- Available data
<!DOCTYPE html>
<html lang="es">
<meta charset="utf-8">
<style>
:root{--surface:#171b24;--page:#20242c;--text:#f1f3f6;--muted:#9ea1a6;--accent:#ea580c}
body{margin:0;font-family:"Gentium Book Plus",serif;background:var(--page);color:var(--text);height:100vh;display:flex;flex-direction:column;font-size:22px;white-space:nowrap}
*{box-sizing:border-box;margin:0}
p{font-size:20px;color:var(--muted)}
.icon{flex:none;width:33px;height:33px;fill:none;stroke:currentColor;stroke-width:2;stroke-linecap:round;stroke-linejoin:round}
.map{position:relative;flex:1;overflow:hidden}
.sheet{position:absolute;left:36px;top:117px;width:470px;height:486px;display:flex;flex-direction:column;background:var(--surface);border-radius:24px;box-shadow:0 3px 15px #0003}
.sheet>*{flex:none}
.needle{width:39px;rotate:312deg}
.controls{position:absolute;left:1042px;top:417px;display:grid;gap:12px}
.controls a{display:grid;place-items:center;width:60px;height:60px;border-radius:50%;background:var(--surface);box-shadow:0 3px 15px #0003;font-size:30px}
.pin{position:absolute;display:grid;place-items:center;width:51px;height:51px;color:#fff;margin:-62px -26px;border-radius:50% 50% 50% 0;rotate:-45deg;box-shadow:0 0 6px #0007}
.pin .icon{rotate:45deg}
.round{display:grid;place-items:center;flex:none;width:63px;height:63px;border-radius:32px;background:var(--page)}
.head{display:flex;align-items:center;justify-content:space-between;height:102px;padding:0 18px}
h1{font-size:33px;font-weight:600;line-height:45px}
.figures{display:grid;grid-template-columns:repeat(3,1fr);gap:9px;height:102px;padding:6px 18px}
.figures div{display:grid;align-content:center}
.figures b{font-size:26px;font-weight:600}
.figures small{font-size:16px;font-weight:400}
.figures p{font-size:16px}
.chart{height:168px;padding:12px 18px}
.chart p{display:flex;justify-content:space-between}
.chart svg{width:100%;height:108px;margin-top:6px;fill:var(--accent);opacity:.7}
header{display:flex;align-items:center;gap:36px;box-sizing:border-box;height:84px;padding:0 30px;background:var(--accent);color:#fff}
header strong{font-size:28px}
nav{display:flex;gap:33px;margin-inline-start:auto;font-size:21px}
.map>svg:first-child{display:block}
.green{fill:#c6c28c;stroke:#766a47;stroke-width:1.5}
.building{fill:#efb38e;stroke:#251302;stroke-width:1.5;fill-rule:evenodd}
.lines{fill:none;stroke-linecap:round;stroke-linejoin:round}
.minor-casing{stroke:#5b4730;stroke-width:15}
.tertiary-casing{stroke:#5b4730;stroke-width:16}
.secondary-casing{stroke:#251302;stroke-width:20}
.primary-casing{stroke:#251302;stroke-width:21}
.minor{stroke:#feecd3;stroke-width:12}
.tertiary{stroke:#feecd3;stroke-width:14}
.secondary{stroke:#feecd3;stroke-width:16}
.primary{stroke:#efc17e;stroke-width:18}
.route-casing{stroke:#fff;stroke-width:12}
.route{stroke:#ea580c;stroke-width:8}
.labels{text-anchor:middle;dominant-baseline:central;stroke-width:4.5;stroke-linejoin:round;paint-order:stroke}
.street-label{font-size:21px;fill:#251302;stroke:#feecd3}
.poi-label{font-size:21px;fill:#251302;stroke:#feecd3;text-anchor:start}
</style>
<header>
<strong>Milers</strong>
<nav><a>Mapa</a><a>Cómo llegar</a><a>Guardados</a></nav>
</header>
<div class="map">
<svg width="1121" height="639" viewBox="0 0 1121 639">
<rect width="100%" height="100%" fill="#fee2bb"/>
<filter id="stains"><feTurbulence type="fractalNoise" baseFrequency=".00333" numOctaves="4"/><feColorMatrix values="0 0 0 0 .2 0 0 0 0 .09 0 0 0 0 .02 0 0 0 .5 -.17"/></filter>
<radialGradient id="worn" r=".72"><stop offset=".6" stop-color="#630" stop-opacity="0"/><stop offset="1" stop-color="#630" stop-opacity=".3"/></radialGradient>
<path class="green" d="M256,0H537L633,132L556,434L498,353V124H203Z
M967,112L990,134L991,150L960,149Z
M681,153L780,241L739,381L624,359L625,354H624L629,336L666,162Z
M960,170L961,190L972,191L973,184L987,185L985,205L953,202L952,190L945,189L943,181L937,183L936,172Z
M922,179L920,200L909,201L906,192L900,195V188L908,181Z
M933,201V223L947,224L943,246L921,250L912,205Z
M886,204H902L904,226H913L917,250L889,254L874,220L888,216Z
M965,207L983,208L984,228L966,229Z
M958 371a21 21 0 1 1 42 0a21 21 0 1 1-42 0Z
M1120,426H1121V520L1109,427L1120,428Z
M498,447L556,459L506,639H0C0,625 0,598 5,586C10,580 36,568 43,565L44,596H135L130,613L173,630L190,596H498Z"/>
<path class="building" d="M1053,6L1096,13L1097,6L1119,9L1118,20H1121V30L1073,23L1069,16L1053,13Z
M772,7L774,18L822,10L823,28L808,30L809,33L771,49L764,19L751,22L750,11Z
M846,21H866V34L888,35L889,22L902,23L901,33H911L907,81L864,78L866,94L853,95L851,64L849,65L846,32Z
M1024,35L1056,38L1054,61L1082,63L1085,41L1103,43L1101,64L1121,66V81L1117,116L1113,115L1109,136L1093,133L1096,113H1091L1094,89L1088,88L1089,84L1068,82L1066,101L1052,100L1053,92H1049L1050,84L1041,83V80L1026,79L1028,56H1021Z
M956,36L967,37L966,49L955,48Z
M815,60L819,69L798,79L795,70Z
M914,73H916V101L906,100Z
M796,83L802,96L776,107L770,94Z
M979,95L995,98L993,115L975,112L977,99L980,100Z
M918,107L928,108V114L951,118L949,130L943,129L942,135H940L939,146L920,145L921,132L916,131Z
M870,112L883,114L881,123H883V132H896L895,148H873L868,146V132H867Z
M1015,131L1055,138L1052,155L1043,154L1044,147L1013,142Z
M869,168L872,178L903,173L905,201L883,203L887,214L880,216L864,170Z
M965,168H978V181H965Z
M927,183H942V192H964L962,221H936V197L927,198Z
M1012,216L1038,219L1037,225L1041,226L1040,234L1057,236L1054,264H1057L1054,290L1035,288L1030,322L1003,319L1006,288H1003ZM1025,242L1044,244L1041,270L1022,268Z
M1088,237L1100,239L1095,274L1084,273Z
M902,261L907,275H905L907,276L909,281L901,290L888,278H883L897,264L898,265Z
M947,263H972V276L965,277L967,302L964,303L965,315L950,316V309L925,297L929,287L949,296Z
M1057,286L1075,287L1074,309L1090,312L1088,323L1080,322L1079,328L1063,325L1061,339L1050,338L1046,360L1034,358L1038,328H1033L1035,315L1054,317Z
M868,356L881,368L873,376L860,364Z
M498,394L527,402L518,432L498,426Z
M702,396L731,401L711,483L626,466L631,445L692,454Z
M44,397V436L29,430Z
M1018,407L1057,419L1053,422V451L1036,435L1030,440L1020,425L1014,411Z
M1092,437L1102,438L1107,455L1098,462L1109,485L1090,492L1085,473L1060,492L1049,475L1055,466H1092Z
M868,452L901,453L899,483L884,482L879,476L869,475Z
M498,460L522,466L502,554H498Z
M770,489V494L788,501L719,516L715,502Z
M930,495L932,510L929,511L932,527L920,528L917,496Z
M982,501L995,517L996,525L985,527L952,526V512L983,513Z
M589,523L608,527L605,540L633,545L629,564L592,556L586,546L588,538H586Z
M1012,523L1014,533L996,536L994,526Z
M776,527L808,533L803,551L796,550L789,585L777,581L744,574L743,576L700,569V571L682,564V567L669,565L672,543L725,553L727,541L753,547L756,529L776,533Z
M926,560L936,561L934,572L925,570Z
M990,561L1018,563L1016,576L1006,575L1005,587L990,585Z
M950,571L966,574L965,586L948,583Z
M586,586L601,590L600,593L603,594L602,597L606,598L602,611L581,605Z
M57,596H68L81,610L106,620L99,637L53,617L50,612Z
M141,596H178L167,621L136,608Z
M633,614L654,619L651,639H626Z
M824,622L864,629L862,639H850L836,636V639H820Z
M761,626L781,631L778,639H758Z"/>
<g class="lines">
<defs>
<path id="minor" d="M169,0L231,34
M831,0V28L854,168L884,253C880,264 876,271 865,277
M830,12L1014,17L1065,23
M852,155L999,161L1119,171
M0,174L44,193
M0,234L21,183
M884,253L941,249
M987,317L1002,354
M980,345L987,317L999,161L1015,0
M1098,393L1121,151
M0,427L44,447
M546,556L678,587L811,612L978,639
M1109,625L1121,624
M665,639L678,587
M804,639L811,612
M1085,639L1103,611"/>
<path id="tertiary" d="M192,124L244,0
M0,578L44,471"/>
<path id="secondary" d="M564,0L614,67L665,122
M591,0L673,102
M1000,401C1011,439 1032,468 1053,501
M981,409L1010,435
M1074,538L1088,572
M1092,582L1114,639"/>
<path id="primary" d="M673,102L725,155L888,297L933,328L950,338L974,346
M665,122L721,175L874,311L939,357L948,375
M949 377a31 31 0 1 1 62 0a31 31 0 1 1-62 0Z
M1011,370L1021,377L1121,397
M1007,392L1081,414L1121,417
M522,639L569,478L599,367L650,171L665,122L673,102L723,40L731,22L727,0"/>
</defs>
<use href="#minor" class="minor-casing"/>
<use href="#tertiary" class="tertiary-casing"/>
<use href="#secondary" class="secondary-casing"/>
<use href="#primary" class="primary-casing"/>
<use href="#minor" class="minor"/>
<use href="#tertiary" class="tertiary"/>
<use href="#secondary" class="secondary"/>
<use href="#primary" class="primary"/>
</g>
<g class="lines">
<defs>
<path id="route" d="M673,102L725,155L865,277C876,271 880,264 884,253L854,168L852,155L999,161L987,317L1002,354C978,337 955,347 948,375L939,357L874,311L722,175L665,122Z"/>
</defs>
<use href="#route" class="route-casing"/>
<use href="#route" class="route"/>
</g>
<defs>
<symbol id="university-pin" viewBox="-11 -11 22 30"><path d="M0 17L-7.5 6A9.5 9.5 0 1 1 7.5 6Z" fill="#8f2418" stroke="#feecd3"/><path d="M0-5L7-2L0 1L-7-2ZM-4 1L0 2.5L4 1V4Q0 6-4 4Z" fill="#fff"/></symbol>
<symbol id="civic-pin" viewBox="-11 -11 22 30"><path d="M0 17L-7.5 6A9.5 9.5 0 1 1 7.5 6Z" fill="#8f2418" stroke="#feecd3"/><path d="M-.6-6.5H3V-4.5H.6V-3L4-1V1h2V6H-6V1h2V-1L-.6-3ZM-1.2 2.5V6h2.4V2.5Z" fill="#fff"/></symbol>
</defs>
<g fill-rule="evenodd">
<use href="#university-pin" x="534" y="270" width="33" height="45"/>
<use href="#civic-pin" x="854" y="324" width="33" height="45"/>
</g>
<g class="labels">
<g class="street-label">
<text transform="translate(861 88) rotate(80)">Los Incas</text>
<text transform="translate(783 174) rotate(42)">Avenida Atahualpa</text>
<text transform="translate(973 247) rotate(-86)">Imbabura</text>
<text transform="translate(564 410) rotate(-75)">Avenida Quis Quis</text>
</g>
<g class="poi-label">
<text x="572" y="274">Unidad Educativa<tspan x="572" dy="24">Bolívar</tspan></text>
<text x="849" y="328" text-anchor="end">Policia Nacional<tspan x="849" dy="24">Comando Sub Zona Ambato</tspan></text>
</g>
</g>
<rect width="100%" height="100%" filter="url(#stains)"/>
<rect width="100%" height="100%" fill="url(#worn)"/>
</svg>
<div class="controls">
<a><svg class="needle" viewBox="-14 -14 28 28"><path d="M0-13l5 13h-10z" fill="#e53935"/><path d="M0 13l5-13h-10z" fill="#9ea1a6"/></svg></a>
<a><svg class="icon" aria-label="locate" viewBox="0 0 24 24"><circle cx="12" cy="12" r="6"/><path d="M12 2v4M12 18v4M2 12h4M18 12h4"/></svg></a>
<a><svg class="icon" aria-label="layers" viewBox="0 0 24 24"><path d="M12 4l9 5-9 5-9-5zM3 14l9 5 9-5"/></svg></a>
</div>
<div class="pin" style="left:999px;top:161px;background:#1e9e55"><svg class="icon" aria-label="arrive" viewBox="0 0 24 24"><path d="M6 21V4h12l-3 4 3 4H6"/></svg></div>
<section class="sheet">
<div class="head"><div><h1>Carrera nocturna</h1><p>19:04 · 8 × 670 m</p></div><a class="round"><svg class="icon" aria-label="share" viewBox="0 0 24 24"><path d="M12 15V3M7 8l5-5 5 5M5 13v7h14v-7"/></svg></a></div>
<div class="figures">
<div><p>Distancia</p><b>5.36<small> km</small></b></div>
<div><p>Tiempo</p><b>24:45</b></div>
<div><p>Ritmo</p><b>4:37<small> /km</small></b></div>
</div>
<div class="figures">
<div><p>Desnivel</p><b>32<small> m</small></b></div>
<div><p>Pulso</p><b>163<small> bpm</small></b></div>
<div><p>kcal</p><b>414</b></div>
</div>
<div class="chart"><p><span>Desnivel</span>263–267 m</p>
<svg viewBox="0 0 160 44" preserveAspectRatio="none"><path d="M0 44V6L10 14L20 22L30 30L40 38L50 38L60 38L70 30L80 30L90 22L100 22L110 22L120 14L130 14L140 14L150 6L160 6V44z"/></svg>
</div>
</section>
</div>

- Exercise instructions
The lines to copy are those above that contain "evenodd".

- Reply to the task
.building{fill:#efb38e;stroke:#251302;stroke-width:1.5;fill-rule:evenodd}
<g fill-rule="evenodd">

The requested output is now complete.